> _Requirement_: Your task is to copy the data exactly while leaving out every picture.

> _Dataset content_:
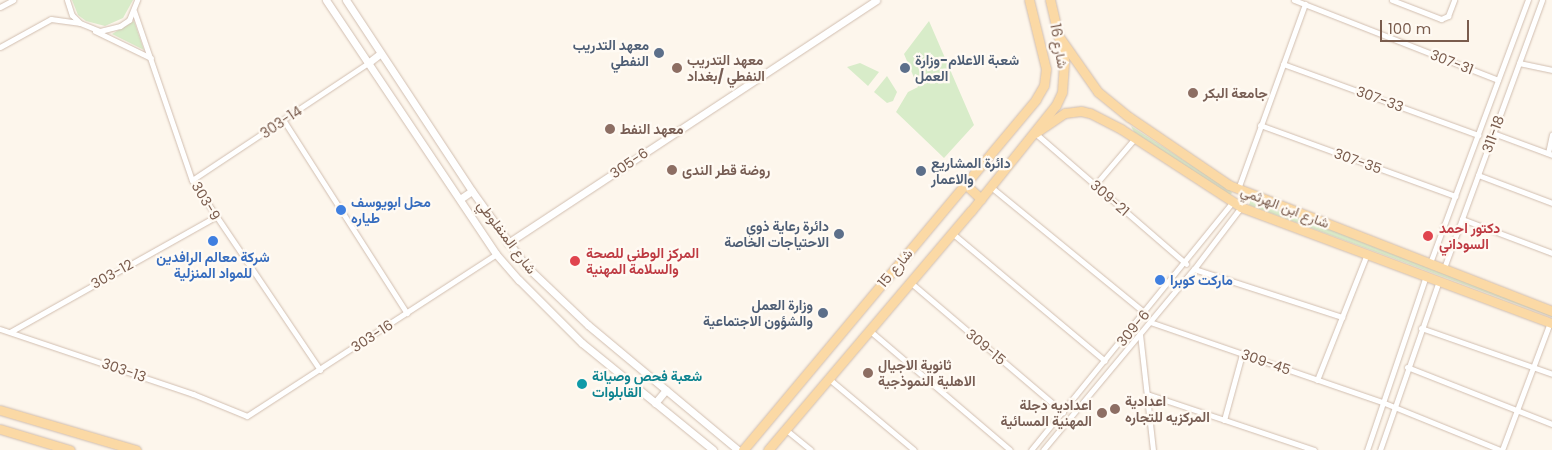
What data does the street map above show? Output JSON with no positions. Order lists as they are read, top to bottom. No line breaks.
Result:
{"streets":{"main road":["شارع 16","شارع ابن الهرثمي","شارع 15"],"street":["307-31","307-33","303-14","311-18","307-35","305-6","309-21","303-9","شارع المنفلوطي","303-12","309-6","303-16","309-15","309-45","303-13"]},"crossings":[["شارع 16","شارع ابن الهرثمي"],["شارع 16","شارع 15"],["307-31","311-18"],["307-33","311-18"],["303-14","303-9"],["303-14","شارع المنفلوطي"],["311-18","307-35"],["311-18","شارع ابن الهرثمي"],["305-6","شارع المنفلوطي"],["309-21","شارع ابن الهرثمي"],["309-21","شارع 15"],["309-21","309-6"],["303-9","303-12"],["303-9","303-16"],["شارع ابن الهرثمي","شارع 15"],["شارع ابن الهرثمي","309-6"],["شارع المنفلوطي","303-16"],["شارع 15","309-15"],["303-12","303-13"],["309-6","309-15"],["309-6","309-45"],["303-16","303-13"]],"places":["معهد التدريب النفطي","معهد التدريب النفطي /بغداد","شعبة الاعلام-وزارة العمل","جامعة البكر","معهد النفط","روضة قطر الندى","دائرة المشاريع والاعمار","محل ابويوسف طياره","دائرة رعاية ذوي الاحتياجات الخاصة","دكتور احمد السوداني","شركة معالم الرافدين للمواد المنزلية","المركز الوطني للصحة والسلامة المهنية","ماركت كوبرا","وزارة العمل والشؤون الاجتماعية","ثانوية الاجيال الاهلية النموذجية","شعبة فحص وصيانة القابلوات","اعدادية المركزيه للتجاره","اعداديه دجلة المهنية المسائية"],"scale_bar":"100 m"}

> _Output for this task_:
What data does the street map above show? Output JSON with no positions. Order lists as they are read, top to bottom. No line breaks.
Result:
{"streets":{"main road":["شارع 16","شارع ابن الهرثمي","شارع 15"],"street":["307-31","307-33","303-14","311-18","307-35","305-6","309-21","303-9","شارع المنفلوطي","303-12","309-6","303-16","309-15","309-45","303-13"]},"crossings":[["شارع 16","شارع ابن الهرثمي"],["شارع 16","شارع 15"],["307-31","311-18"],["307-33","311-18"],["303-14","303-9"],["303-14","شارع المنفلوطي"],["311-18","307-35"],["311-18","شارع ابن الهرثمي"],["305-6","شارع المنفلوطي"],["309-21","شارع ابن الهرثمي"],["309-21","شارع 15"],["309-21","309-6"],["303-9","303-12"],["303-9","303-16"],["شارع ابن الهرثمي","شارع 15"],["شارع ابن الهرثمي","309-6"],["شارع المنفلوطي","303-16"],["شارع 15","309-15"],["303-12","303-13"],["309-6","309-15"],["309-6","309-45"],["303-16","303-13"]],"places":["معهد التدريب النفطي","معهد التدريب النفطي /بغداد","شعبة الاعلام-وزارة العمل","جامعة البكر","معهد النفط","روضة قطر الندى","دائرة المشاريع والاعمار","محل ابويوسف طياره","دائرة رعاية ذوي الاحتياجات الخاصة","دكتور احمد السوداني","شركة معالم الرافدين للمواد المنزلية","المركز الوطني للصحة والسلامة المهنية","ماركت كوبرا","وزارة العمل والشؤون الاجتماعية","ثانوية الاجيال الاهلية النموذجية","شعبة فحص وصيانة القابلوات","اعدادية المركزيه للتجاره","اعداديه دجلة المهنية المسائية"],"scale_bar":"100 m"}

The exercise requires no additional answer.